- _Task instructions_
In the listing below, find the line containing "position:relative; width:1294px; height:1152px;" and the line containing "position:absolute; left:1229px; top:15px;". Repeat exactly those two lines and every line between them.

- _Source material_
- - - - -
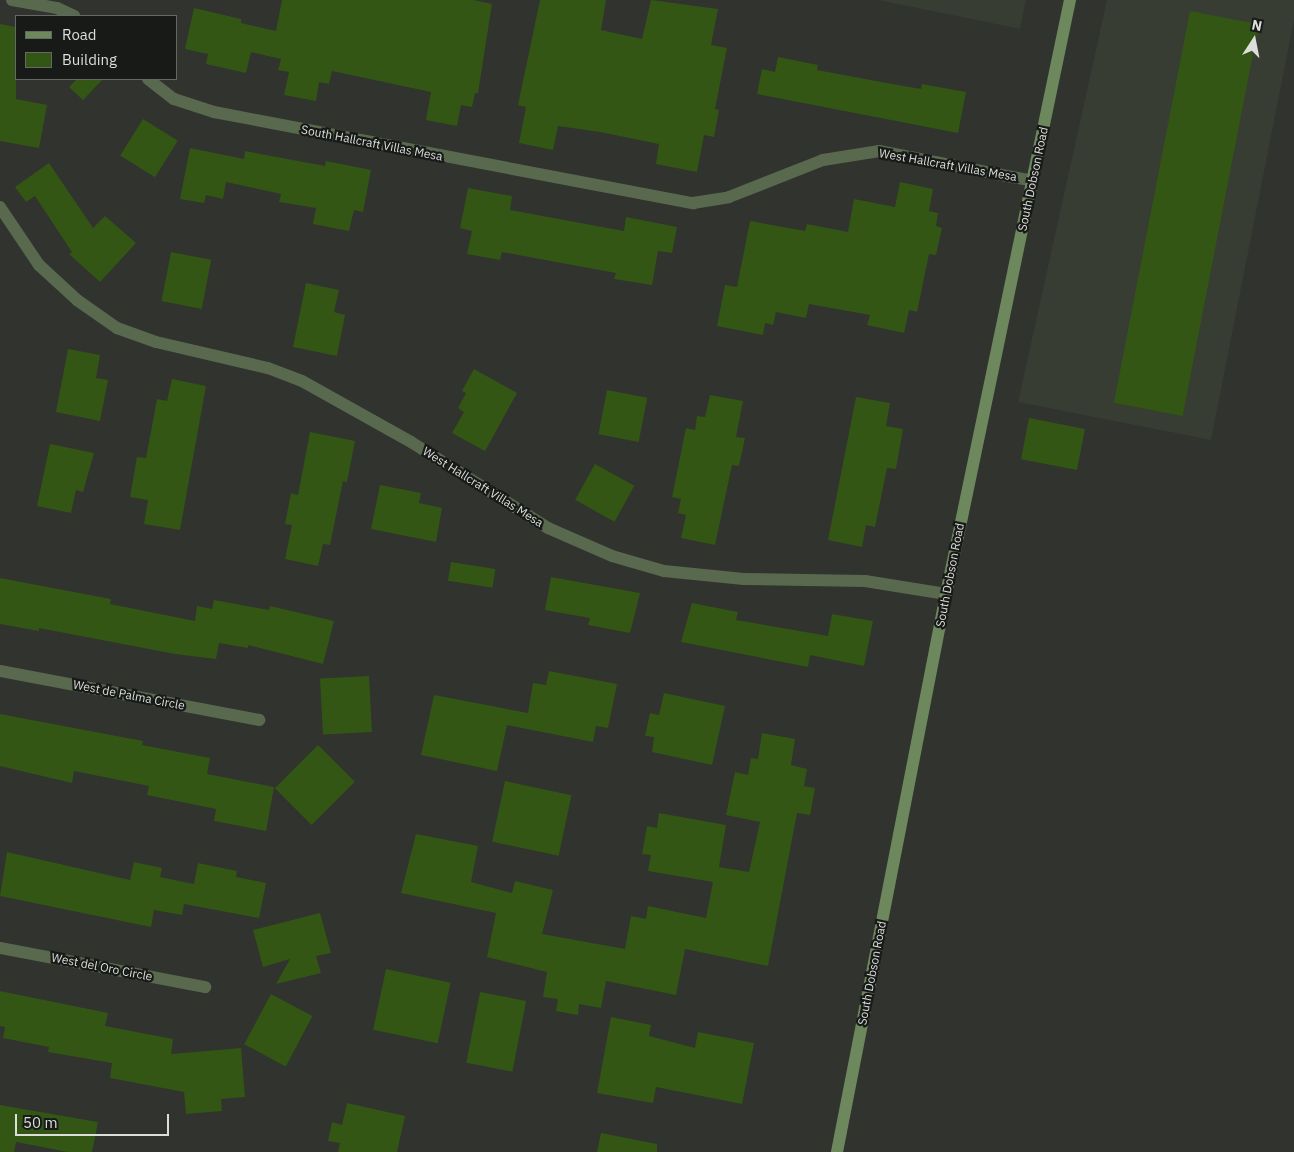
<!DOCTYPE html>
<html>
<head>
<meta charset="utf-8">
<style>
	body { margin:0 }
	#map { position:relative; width:1294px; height:1152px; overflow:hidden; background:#30332e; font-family:"IBM Plex Sans",sans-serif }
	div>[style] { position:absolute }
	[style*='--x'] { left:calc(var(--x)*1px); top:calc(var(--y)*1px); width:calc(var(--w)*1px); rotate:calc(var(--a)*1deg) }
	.built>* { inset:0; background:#373d33 }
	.building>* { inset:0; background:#335614; transform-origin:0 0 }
	.minor>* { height:12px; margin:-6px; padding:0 6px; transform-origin:6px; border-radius:6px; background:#58694e }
	.secondary>* { height:12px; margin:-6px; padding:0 6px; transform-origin:6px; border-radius:6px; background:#6d885d }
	span { translate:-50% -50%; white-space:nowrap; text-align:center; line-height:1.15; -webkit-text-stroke:4.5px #181a18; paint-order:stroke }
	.street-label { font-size:12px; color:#dcdeda }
	.legend { position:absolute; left:15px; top:15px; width:162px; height:65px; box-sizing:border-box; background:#181a18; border:1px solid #666866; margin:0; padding:6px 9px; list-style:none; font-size:15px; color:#dcdeda }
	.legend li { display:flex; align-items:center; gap:10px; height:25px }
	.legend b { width:25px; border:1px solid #666866 }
	.north { position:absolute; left:1229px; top:15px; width:50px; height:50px; -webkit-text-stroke:4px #181a18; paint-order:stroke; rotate:11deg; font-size:14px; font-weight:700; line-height:20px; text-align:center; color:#dcdeda }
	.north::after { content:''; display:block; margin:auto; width:18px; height:22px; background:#dcdeda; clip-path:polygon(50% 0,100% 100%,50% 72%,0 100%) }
	.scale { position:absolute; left:15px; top:1114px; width:154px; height:22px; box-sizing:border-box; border:2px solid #dcdeda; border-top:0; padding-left:6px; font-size:15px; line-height:18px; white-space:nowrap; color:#dcdeda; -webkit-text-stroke:4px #181a18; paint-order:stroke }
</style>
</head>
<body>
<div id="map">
	<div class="built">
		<i style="clip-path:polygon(878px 0,1026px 0,1020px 29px)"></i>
		<i style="clip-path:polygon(1107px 0,1294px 0,1294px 20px,1211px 440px,1018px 402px)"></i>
	</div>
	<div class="building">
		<i style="clip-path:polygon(282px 0,474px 0,492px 4px,478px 93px,475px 93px,472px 107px,461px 105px,457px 126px,426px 120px,431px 92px,332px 71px,329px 84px,319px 82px,316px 101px,284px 95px,289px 72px,278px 70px,281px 59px,251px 52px,246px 73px,206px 64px,208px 54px,185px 49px,194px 8px,241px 19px,241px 23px,276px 31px)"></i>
		<i style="clip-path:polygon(540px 0,606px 0,601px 30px,642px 39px,651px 0,718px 9px,711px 45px,727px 48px,715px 109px,719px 110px,714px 137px,704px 135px,697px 172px,656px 164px,659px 144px,600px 132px,558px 126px,553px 150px,519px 143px,526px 107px,518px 105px)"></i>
		<i style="left:1190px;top:11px;width:70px;height:399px;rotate:11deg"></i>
		<i style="clip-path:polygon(0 24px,16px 27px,16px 99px,47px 105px,39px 148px,0 141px)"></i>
		<i style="clip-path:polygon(778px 57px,818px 65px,817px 70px,881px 82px,921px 89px,922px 84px,966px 92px,958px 133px,757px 94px,762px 69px,775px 72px)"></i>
		<i style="clip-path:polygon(77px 79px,103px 79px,83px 100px,69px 87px)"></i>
		<i style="left:143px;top:119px;width:41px;height:43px;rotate:32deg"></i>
		<i style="clip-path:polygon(190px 148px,244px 159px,245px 151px,325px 166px,326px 161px,371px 170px,363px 212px,354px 210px,349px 231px,313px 224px,316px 208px,279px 202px,281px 194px,226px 182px,223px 199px,206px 195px,204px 203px,180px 199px)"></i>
		<i style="clip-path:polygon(49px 163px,93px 228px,105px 216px,136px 243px,100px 282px,69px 254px,72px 252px,35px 196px,26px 202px,15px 187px)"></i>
		<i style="clip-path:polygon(900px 182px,933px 189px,929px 211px,938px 213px,936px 226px,942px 228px,936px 255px,929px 254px,917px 312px,909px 310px,904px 333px,867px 325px,870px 315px,809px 304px,806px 318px,776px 312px,773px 325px,765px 323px,763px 335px,717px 326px,725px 285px,737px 287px,750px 221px,805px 231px,807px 224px,848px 232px,854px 199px,895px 207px)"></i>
		<i style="clip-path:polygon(468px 188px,512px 196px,510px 210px,624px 231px,626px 217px,677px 227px,672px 253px,658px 251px,652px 285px,614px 279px,616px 273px,502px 252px,500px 260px,467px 254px,472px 231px,460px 228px)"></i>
		<i style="left:171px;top:252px;width:41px;height:50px;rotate:11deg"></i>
		<i style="clip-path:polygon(306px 283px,339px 290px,334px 312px,345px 315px,337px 356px,293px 347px)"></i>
		<i style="clip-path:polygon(68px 349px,100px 355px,96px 378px,108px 380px,100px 421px,56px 412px)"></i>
		<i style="clip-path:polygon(474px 369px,517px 393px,485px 451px,452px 433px,464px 412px,458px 408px,466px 393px,462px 391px)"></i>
		<i style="clip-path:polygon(172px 379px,206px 386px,180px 530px,144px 524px,148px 500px,130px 497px,137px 457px,146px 458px,157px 399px,167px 401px)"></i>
		<i style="left:607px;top:390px;width:41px;height:45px;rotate:11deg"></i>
		<i style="clip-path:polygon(710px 395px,743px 401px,736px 437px,745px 438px,739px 466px,732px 465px,715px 545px,681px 538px,686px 515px,678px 513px,681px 499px,672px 497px,686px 428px,695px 430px,697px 416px,705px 417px)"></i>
		<i style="clip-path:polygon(856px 397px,890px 403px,886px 426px,903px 429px,896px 469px,887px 468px,875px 527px,866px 525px,862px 547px,828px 540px)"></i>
		<i style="left:1029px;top:418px;width:57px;height:42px;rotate:11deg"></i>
		<i style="clip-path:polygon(310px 432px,355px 441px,347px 482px,343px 481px,330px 545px,323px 544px,318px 566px,285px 559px,292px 525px,285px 524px,291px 493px,298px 495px)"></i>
		<i style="clip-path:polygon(50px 444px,94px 453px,83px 492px,76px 490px,71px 513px,37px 506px)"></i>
		<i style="left:595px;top:464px;width:45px;height:41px;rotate:29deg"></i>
		<i style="clip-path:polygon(380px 485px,421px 493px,419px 503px,442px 508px,436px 542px,371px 529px)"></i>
		<i style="left:451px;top:562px;width:45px;height:19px;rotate:9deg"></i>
		<i style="clip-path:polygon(551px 577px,640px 593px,630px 633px,588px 625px,590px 618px,545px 610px)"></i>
		<i style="clip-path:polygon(0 578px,111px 599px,110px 604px,195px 621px,197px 606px,212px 609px,214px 600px,269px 610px,270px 606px,334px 621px,323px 664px,248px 645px,248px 648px,219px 643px,216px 659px,175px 654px,39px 628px,39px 631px,0 624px)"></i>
		<i style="clip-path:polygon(692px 603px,738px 612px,736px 620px,828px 636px,832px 614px,873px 621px,864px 666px,810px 655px,808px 667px,681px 642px)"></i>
		<i style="clip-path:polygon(549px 671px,617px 684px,608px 728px,596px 726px,593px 742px,507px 725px,497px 771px,421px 755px,434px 695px,528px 713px,533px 683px,546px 685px)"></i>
		<i style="left:369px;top:676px;width:56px;height:49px;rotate:87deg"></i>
		<i style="clip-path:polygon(664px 693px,725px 706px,712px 765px,652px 752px,654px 737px,645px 736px,650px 713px,659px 715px)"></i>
		<i style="clip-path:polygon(0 714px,143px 741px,142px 745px,210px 758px,207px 774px,274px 787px,266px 831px,214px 821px,216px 809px,147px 795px,149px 786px,74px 771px,72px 783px,0 766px)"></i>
		<i style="clip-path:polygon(762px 733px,795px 739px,791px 765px,807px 769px,804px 786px,815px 788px,810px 815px,797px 813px,768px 966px,685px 949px,676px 995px,606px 981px,601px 1008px,579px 1004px,578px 1015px,556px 1011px,558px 999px,543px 997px,547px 972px,487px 957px,496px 913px,401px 893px,416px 834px,478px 846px,471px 882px,512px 893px,515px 881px,553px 890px,542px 934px,625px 949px,631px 916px,646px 919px,648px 906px,706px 918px,713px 882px,648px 871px,651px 855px,642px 854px,647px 826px,657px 828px,659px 813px,726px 825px,719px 867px,749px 872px,760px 822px,726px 815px,735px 772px,748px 775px,751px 758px,758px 759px)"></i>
		<i style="left:318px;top:745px;width:52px;height:61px;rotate:45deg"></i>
		<i style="left:505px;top:781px;width:68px;height:62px;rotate:12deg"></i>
		<i style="clip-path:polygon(7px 852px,130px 880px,134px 862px,162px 868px,160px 877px,194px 884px,198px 863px,237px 871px,236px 877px,266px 883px,259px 918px,184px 904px,182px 915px,154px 910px,151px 927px,0 896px)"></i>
		<i style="clip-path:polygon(320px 913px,331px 953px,316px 956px,321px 973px,276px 984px,290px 959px,263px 967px,253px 930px)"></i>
		<i style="left:386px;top:969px;width:66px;height:62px;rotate:12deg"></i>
		<i style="clip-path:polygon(0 991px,108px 1013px,105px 1026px,173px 1039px,171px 1054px,241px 1048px,245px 1097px,221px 1099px,222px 1111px,186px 1114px,184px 1092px,110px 1078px,112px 1063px,48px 1052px,49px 1047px,3px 1038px,5px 1027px,0 1026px)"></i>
		<i style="left:480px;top:992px;width:47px;height:72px;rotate:11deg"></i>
		<i style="left:271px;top:994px;width:47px;height:57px;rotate:28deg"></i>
		<i style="clip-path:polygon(611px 1017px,651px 1025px,649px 1036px,695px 1048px,698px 1032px,754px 1043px,742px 1104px,656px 1087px,653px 1103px,597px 1093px)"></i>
		<i style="clip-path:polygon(347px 1103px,405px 1116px,397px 1152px,338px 1152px,340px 1143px,328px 1141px,332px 1122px,342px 1125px)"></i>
		<i style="clip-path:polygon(0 1105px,98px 1122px,92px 1152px,68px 1152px,16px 1142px,14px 1152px,0 1152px)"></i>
		<i style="clip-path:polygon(601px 1133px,657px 1144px,657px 1152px,597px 1152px)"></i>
	</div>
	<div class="minor">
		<i style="--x:12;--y:0;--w:46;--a:10.1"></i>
		<i style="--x:57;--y:8;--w:19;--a:25"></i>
		<i style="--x:148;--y:79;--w:33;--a:38"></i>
		<i style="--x:174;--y:99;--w:42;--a:18"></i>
		<i style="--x:214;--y:112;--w:488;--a:10.8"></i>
		<i style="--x:693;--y:203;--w:36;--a:-9"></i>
		<i style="--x:729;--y:197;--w:101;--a:-21.5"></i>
		<i style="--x:823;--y:160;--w:57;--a:-9.1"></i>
		<i style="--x:879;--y:151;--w:157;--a:11"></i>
		<i style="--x:0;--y:207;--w:70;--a:56.1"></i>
		<i style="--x:39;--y:265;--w:52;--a:42.6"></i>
		<i style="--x:77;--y:300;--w:49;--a:35"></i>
		<i style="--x:117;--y:328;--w:41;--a:19.7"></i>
		<i style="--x:156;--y:342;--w:115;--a:13.1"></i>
		<i style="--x:268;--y:368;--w:36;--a:21"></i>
		<i style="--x:302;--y:381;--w:125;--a:29.2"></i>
		<i style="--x:411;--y:442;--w:162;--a:32.1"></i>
		<i style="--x:548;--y:528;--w:70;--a:23.6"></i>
		<i style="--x:612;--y:556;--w:54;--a:16.1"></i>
		<i style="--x:664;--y:571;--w:80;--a:5.7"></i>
		<i style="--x:744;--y:579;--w:121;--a:0.9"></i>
		<i style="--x:865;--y:581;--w:82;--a:9.1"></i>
		<i style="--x:0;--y:671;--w:264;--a:10.7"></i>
		<i style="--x:0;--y:948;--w:209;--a:10.8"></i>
	</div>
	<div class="secondary">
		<i style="--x:837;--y:1152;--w:569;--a:-78.95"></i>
		<i style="--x:946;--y:594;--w:607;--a:-78.21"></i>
	</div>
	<div class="street-label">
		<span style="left:372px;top:143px;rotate:11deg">South Hallcraft Villas Mesa</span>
		<span style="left:948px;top:165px;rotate:10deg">West Hallcraft Villas Mesa</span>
		<span style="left:1033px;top:179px;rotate:-78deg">South Dobson Road</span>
		<span style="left:483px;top:487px;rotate:32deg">West Hallcraft Villas Mesa</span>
		<span style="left:950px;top:575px;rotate:-79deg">South Dobson Road</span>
		<span style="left:129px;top:695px;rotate:11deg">West de Palma Circle</span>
		<span style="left:102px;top:967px;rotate:11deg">West del Oro Circle</span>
		<span style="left:872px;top:973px;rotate:-79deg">South Dobson Road</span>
	</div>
	<ul class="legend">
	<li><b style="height:6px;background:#6d885d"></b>Road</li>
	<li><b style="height:14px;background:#335614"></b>Building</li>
	</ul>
	<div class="north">N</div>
	<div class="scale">50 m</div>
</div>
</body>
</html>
- - - - -
- _Result_
	#map { position:relative; width:1294px; height:1152px; overflow:hidden; background:#30332e; font-family:"IBM Plex Sans",sans-serif }
	div>[style] { position:absolute }
	[style*='--x'] { left:calc(var(--x)*1px); top:calc(var(--y)*1px); width:calc(var(--w)*1px); rotate:calc(var(--a)*1deg) }
	.built>* { inset:0; background:#373d33 }
	.building>* { inset:0; background:#335614; transform-origin:0 0 }
	.minor>* { height:12px; margin:-6px; padding:0 6px; transform-origin:6px; border-radius:6px; background:#58694e }
	.secondary>* { height:12px; margin:-6px; padding:0 6px; transform-origin:6px; border-radius:6px; background:#6d885d }
	span { translate:-50% -50%; white-space:nowrap; text-align:center; line-height:1.15; -webkit-text-stroke:4.5px #181a18; paint-order:stroke }
	.street-label { font-size:12px; color:#dcdeda }
	.legend { position:absolute; left:15px; top:15px; width:162px; height:65px; box-sizing:border-box; background:#181a18; border:1px solid #666866; margin:0; padding:6px 9px; list-style:none; font-size:15px; color:#dcdeda }
	.legend li { display:flex; align-items:center; gap:10px; height:25px }
	.legend b { width:25px; border:1px solid #666866 }
	.north { position:absolute; left:1229px; top:15px; width:50px; height:50px; -webkit-text-stroke:4px #181a18; paint-order:stroke; rotate:11deg; font-size:14px; font-weight:700; line-height:20px; text-align:center; color:#dcdeda }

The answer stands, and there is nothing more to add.